BEGIN Supplied data

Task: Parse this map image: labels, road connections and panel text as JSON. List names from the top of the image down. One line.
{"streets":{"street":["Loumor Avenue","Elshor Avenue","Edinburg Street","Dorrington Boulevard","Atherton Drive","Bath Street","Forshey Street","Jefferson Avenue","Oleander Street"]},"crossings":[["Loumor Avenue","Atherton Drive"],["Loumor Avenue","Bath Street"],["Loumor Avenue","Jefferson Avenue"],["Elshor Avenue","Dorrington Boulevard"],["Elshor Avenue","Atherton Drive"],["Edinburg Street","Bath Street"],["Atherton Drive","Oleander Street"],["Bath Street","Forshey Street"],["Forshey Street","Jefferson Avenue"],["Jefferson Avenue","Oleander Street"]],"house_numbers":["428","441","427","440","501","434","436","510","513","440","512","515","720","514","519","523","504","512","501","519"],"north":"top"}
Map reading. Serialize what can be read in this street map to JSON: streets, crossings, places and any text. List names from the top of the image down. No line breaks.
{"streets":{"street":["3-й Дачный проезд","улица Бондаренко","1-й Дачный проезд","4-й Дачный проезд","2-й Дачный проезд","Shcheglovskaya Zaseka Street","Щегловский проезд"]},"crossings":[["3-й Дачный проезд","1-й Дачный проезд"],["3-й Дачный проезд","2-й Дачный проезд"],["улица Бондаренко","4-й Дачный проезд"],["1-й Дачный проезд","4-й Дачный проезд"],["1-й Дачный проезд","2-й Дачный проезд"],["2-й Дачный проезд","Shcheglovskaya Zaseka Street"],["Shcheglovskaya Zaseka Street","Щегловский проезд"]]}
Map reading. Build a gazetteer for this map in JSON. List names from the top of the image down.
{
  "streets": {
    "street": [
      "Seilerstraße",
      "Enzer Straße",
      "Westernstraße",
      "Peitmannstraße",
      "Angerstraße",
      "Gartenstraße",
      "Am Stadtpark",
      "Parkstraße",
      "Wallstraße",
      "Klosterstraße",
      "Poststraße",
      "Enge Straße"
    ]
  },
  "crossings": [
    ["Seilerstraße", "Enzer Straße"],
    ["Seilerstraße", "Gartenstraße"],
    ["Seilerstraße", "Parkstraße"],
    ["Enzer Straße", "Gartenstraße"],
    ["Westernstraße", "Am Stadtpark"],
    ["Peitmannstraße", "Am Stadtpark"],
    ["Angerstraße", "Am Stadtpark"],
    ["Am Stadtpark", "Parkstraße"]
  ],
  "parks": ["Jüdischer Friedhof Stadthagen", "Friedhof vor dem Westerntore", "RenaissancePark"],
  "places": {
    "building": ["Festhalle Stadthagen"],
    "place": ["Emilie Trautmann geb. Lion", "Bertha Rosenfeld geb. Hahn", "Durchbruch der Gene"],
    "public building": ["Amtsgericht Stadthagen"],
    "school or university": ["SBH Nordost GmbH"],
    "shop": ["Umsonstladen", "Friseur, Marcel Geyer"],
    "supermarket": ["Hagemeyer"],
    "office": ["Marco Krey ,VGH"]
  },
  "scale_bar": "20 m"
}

END Supplied data

Give all the records again. Match them exactly.

Completed exercise.
Task: Parse this map image: labels, road connections and panel text as JSON. List names from the top of the image down. One line.
{"streets":{"street":["Loumor Avenue","Elshor Avenue","Edinburg Street","Dorrington Boulevard","Atherton Drive","Bath Street","Forshey Street","Jefferson Avenue","Oleander Street"]},"crossings":[["Loumor Avenue","Atherton Drive"],["Loumor Avenue","Bath Street"],["Loumor Avenue","Jefferson Avenue"],["Elshor Avenue","Dorrington Boulevard"],["Elshor Avenue","Atherton Drive"],["Edinburg Street","Bath Street"],["Atherton Drive","Oleander Street"],["Bath Street","Forshey Street"],["Forshey Street","Jefferson Avenue"],["Jefferson Avenue","Oleander Street"]],"house_numbers":["428","441","427","440","501","434","436","510","513","440","512","515","720","514","519","523","504","512","501","519"],"north":"top"}
Map reading. Serialize what can be read in this street map to JSON: streets, crossings, places and any text. List names from the top of the image down. No line breaks.
{"streets":{"street":["3-й Дачный проезд","улица Бондаренко","1-й Дачный проезд","4-й Дачный проезд","2-й Дачный проезд","Shcheglovskaya Zaseka Street","Щегловский проезд"]},"crossings":[["3-й Дачный проезд","1-й Дачный проезд"],["3-й Дачный проезд","2-й Дачный проезд"],["улица Бондаренко","4-й Дачный проезд"],["1-й Дачный проезд","4-й Дачный проезд"],["1-й Дачный проезд","2-й Дачный проезд"],["2-й Дачный проезд","Shcheglovskaya Zaseka Street"],["Shcheglovskaya Zaseka Street","Щегловский проезд"]]}
Map reading. Build a gazetteer for this map in JSON. List names from the top of the image down.
{
  "streets": {
    "street": [
      "Seilerstraße",
      "Enzer Straße",
      "Westernstraße",
      "Peitmannstraße",
      "Angerstraße",
      "Gartenstraße",
      "Am Stadtpark",
      "Parkstraße",
      "Wallstraße",
      "Klosterstraße",
      "Poststraße",
      "Enge Straße"
    ]
  },
  "crossings": [
    ["Seilerstraße", "Enzer Straße"],
    ["Seilerstraße", "Gartenstraße"],
    ["Seilerstraße", "Parkstraße"],
    ["Enzer Straße", "Gartenstraße"],
    ["Westernstraße", "Am Stadtpark"],
    ["Peitmannstraße", "Am Stadtpark"],
    ["Angerstraße", "Am Stadtpark"],
    ["Am Stadtpark", "Parkstraße"]
  ],
  "parks": ["Jüdischer Friedhof Stadthagen", "Friedhof vor dem Westerntore", "RenaissancePark"],
  "places": {
    "building": ["Festhalle Stadthagen"],
    "place": ["Emilie Trautmann geb. Lion", "Bertha Rosenfeld geb. Hahn", "Durchbruch der Gene"],
    "public building": ["Amtsgericht Stadthagen"],
    "school or university": ["SBH Nordost GmbH"],
    "shop": ["Umsonstladen", "Friseur, Marcel Geyer"],
    "supermarket": ["Hagemeyer"],
    "office": ["Marco Krey ,VGH"]
  },
  "scale_bar": "20 m"
}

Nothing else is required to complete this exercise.